━━━━━ MATERIAL PROVIDED

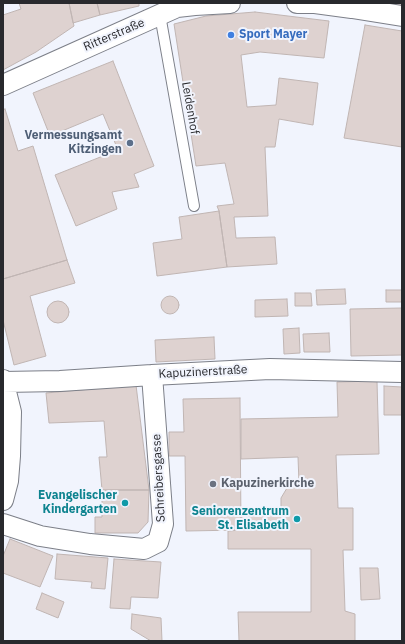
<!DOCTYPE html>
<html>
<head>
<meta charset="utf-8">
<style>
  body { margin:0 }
  #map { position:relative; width:405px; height:644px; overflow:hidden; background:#f1f4fd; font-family:"IBM Plex Sans",sans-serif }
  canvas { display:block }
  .frame { position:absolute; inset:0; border:4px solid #28292d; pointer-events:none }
</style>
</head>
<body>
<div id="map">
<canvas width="405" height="644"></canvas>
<div class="frame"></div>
</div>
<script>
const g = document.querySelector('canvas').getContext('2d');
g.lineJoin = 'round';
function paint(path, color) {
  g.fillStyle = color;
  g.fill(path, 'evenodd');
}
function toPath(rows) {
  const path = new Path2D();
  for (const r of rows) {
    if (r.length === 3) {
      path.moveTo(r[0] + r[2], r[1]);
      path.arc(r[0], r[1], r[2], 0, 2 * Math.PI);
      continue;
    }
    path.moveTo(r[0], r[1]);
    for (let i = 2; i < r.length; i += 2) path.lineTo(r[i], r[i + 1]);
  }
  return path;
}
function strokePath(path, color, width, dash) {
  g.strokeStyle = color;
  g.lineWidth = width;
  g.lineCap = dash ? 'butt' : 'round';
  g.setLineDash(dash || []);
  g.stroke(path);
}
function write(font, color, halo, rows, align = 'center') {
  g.font = font + ' "IBM Plex Sans",sans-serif';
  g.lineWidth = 4;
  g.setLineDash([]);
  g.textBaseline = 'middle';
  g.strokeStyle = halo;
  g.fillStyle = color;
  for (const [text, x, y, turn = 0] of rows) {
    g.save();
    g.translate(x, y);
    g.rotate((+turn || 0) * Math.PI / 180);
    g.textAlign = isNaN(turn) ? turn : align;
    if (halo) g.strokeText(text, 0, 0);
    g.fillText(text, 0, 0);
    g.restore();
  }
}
const building = toPath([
  [19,3,69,3,74,26,36,52,3,70,3,15,21,9,19,3],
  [69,3,97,3,100,15,73,23,69,3],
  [97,3,139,3,139,6,100,15,97,3],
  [380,3,402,3,402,7,380,3],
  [255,12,329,21,324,58,260,52,241,55,247,107,276,105,279,78,318,83,313,125,279,119,275,147,265,147,268,216,234,217,236,238,275,237,277,264,227,267,219,211,217,206,234,204,225,163,196,166,174,24,206,16,255,12],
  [365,25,402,31,402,147,344,138,365,25],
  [113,61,154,166,134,174,139,187,112,192,117,209,76,226,55,175,118,150,103,114,50,136,33,93,113,61],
  [5,109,18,151,33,146,67,260,3,279,3,110,5,109],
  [219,211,227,267,157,276,153,243,182,239,179,217,219,211],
  [67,260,75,283,30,296,46,356,14,365,3,320,3,279,67,260],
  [345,289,346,304,317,305,316,290,345,289],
  [386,290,402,290,402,302,386,302,386,290],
  [295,293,311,293,312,306,295,306,295,293],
  [170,305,9],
  [287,299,288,316,255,317,255,300,287,299],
  [58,312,11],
  [402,308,402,355,351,356,350,309,402,308],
  [299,328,300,353,284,354,283,329,299,328],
  [329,333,330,352,304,352,303,334,329,333],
  [214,337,215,359,156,362,155,340,214,337],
  [377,381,379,454,336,455,338,508,353,508,353,550,343,550,345,611,355,614,355,641,239,641,238,612,311,612,311,549,228,549,228,531,241,530,241,508,281,508,281,498,290,483,299,483,298,457,241,459,241,419,338,417,337,382,377,381],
  [136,385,149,490,102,490,99,457,107,457,104,421,49,423,46,393,136,385],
  [384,386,402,387,402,415,384,415,384,386],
  [240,398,241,530,186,531,185,456,169,456,169,432,184,432,183,399,240,398],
  [102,490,149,490,148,522,138,533,95,533,95,517,102,517,102,490],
  [10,539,53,556,40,587,3,573,3,556,10,539],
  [57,554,108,558,105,589,91,588,92,582,55,579,57,554],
  [114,559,161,562,158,598,131,597,130,609,110,608,114,559],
  [360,568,378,568,380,599,361,600,360,568],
  [42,593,64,602,58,618,36,609,42,593],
  [132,614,161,618,162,641,151,641,131,629,132,614]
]);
paint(building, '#ded2d0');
strokePath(building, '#c0b5b3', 1);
const service = toPath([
  [160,15,194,206]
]);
const minor = toPath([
  [297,3,315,3,352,8,402,16],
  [3,85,177,7,195,5,230,3],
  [3,380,11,412,10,456,8,481,3,500],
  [3,382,60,381,152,375,270,369,402,372],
  [3,524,40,536,90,544,144,549,158,542,163,524,152,375]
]);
strokePath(service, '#7c7f88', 12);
strokePath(minor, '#7c7f88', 22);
strokePath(service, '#fff', 10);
strokePath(minor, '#fff', 20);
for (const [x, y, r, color] of [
  [231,35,4,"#3f7fe0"],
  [130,143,4,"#5c6f8a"],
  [213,484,4,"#6b7280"],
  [125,503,4,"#0f9aa8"],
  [297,519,4,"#0f9aa8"]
]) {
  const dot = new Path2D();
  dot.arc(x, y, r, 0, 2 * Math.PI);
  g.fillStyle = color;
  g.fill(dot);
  strokePath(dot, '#f1f4fd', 1.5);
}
write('12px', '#28292d', '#f1f4fd', [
  ["Ritterstraße",114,35,-23],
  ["Leidenhof",190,108,80],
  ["Kapuzinerstraße",203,372,-3],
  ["Schreibersgasse",159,478,-93]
]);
write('bold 12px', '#366cbe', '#f1f4fd', [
  ["Sport Mayer",239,35]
], 'left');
write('bold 12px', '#4e5e75', '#f1f4fd', [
  ["Vermessungsamt",122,136],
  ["Kitzingen",122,150]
], 'right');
write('bold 12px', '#5b616d', '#f1f4fd', [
  ["Kapuzinerkirche",221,484]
], 'left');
write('bold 12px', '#0d838f', '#f1f4fd', [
  ["Evangelischer",117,496],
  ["Kindergarten",117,510],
  ["Seniorenzentrum",289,512],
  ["St. Elisabeth",289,526]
], 'right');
</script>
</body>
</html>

━━━━━━━━━━

=== AIM OF THE EXERCISE ===
Determine how many lines above contain the word "Math", then give the number by itself.

=== WORKED SOLUTION ===
3